Le secteur de Masafer Yatta, sur lequel nous attirons l’attention depuis des mois, en est un exemple significatif : 1 300 personnes vivent dans un secteur très étendu en bordure de la ligne verte. Le nettoyage ethnique de cette région permettrait à Israël de s’approprier une zone plus vaste que la bande de Gaza. Ce secteur a toujours été le lieu d’une résistance farouche de la part de ses habitants palestiniens. Sami Huraini raconte comment sa grand-mère, puis son père et maintenant sa génération ont toujours fait face à la volonté de nettoyage ethnique de ce territoire. Ils se sont toujours organisés collectivement. Ils ont le soutien des mouvements de résistance populaire (présence sur les lieux, campagne numérique, film documentaire etc.) et aussi du mouvement de solidarité. Ils sont malheureusement éloignés et isolés dans une zone désertique. L’AFPS, en contact permanent avec eux, réitère la recommandation que les missions en Palestine se rendent à Masafer Yatta. La présence - ou juste le passage – d’internationaux est un message que nous devons envoyer à l’occupation bien sûr, mais aussi aux habitants qui résistent au quotidien pour rester, afin qu’ils ne se sentent pas seuls.
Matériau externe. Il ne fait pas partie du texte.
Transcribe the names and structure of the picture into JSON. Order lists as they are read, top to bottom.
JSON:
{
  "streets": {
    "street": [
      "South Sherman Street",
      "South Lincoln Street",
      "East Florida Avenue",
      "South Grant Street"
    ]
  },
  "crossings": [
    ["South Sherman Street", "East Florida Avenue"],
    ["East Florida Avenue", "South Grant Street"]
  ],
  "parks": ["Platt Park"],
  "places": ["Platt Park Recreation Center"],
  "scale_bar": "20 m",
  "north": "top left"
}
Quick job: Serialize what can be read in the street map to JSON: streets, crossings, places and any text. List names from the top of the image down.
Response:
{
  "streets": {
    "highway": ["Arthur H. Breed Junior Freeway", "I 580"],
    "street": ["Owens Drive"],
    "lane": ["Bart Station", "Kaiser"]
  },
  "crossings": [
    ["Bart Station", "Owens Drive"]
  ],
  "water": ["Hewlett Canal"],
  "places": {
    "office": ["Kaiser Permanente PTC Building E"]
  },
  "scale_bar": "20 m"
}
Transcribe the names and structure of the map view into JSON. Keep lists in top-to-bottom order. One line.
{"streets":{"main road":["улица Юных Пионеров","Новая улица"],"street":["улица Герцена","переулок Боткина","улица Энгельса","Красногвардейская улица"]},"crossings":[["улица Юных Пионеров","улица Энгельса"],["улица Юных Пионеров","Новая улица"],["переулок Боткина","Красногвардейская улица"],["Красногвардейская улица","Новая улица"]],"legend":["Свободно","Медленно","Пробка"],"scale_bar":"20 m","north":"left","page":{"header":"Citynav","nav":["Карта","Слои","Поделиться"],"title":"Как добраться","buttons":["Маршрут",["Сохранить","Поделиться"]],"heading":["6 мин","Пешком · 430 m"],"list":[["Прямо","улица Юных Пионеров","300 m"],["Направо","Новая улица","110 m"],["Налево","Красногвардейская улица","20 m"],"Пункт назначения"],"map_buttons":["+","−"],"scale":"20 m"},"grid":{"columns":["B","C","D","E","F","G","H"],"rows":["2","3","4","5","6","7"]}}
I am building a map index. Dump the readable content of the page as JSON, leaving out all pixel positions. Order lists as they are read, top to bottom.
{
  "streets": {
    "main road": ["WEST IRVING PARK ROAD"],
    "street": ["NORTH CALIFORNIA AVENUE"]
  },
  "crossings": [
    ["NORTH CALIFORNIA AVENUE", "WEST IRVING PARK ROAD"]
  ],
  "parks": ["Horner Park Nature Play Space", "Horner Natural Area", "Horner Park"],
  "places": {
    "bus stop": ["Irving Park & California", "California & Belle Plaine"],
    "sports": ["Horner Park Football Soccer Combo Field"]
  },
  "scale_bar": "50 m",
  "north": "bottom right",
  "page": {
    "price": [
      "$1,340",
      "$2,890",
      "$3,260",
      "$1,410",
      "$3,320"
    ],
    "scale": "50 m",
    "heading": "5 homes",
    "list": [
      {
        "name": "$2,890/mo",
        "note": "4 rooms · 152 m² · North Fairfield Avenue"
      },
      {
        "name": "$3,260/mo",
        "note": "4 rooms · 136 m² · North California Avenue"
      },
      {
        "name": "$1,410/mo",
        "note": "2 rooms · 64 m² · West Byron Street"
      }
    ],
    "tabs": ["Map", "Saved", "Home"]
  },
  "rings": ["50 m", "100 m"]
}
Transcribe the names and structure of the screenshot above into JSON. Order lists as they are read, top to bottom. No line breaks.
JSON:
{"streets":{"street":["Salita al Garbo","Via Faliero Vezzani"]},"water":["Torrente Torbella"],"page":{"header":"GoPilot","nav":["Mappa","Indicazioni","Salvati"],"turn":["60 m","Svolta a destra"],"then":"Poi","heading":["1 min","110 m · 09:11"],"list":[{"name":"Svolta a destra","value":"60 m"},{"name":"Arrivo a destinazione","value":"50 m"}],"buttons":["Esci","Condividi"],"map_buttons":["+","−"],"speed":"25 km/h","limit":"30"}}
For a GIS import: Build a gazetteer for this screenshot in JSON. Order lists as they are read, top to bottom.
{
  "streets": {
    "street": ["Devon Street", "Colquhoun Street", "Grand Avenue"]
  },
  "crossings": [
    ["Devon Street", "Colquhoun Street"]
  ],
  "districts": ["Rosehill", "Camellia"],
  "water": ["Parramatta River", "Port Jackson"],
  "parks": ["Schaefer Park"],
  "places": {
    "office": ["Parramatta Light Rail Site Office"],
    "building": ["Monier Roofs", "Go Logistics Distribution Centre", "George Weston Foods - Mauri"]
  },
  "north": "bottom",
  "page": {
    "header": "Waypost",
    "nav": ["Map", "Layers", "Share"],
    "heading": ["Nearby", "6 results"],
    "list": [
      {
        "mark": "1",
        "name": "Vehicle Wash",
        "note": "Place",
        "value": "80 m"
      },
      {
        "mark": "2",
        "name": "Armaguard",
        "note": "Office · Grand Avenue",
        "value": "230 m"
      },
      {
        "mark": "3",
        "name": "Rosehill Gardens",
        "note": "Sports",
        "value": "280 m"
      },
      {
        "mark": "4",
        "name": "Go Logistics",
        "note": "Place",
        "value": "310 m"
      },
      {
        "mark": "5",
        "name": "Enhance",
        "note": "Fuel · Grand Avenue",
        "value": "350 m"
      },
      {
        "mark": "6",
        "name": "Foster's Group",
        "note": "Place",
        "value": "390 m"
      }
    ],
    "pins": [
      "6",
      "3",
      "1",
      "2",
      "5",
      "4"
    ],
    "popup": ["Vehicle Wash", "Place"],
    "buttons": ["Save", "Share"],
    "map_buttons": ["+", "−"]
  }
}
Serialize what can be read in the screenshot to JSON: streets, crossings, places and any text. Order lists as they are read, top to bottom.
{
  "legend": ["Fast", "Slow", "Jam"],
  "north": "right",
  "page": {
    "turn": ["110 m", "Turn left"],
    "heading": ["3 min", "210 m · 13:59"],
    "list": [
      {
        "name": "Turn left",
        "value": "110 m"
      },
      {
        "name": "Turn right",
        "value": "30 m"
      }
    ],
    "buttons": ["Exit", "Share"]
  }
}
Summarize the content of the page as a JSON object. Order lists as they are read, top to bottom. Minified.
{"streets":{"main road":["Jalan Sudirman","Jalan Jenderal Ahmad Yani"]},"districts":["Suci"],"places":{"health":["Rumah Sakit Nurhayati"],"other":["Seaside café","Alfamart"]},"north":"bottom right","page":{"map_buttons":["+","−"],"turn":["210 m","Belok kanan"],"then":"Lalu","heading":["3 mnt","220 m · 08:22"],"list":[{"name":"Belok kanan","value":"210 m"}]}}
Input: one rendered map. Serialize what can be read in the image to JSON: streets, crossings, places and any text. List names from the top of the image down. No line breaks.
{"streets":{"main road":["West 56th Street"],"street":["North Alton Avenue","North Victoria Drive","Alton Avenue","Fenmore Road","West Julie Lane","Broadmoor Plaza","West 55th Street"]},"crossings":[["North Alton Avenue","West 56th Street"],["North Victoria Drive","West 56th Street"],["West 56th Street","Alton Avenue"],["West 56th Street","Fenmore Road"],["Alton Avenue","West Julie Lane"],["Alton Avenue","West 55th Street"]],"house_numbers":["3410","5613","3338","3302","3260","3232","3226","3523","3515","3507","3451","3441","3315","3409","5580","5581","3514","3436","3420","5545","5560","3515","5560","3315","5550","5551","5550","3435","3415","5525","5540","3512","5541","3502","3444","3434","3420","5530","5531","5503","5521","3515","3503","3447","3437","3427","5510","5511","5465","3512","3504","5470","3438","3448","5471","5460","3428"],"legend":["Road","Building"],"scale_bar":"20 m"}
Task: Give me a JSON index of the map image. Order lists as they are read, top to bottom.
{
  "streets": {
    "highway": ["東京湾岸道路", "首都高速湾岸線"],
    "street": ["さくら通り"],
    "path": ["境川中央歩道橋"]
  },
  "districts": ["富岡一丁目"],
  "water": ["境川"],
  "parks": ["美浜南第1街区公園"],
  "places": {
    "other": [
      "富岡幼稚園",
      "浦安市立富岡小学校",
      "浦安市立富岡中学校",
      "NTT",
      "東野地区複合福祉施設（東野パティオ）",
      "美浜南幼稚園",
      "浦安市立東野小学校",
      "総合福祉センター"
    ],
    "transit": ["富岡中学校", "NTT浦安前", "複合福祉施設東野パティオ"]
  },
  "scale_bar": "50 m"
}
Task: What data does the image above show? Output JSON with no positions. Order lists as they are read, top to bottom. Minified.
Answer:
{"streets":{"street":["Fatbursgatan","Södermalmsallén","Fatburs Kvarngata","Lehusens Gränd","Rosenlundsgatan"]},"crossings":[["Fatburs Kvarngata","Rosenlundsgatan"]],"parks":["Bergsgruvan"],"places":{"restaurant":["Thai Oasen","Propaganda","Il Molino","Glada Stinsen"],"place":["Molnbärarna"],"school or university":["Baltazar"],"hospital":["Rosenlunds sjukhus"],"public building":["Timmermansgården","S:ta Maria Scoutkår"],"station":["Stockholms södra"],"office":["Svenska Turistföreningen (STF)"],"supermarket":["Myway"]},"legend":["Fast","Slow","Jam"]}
Autre secteur particulièrement ciblé, celui entre Ramallah et la vallée du Jourdain peuplé lui aussi de nombreuses communautés bédouines ayant toutes vécu déjà de nombreux transferts forcés depuis la Nakba, notamment celle de Ein Samiya. Depuis des années, la résistance populaire attire l’attention de qui veut bien ouvrir les yeux sur les communautés vivant à portée de violence de la colonie de Kohav Hashahar. Le harcèlement des colons n’a cessé de s’accroître ces derniers temps : agressions nocturnes, vol des panneaux solaires, destruction des cultures et de bâtiments, vol de bétail, confiscation de réservoirs d’eau. Une population privée de ses capacités à se nourrir et vivant en permanence sous la terreur. Le soutien des militants de la résistance populaire n’aura pas suffi : le 22 mai, la communauté est partie. Plus possible de risquer plus longtemps leur vie et de soumettre leurs enfants à une telle situation de terreur.
Le nouveau défi de la résistance populaire est de soutenir la communauté voisine de Ras al-Tin pour qu’elle ne subisse pas le même nettoyage ethnique. La nuit du 5 juin (suite à l’agression des militants par les colons – voir plus haut), elle a organisé une manifestation nocturne sur les terres de Ein Samiya avec la communauté de Ras al-Tin. Le message est clair : la résistance populaire est aux côtés des communautés menacées, la terre de Ein Samiya est palestinienne et elle ne sera pas abandonnée aux colons. La communauté du village voisin de Kafr Malik a participé activement à cette action et s’est engagée à poursuivre la résistance autour de Ein Samiya en utilisant les tactiques de la lutte de Beita, telles que les lasers, pour perturber les activités des colons et défendre la terre.
Ces quelques exemples le montrent, les militants de la résistance populaire font preuve d’un courage remarquable et d’une imagination débordante ; ils se déplacent autant qu’ils le peuvent pour soutenir les initiatives locales ou les populations comme à Huwara par exemple, mais cela ne cache pas un manque cruel de moyens, de soutien efficace de l’Autorité palestinienne mais aussi un réel problème de structuration du mouvement.
Quant à l’AFPS, elle leur assure un soutien total et contribue autant que possible à la popularisation de leurs actions, au soutien financier d’initiatives destinées à aider les populations à rester sur leur terre. Vous pouvez retrouver des informations du site, entre autres dans la rubrique « En direct de Palestine ».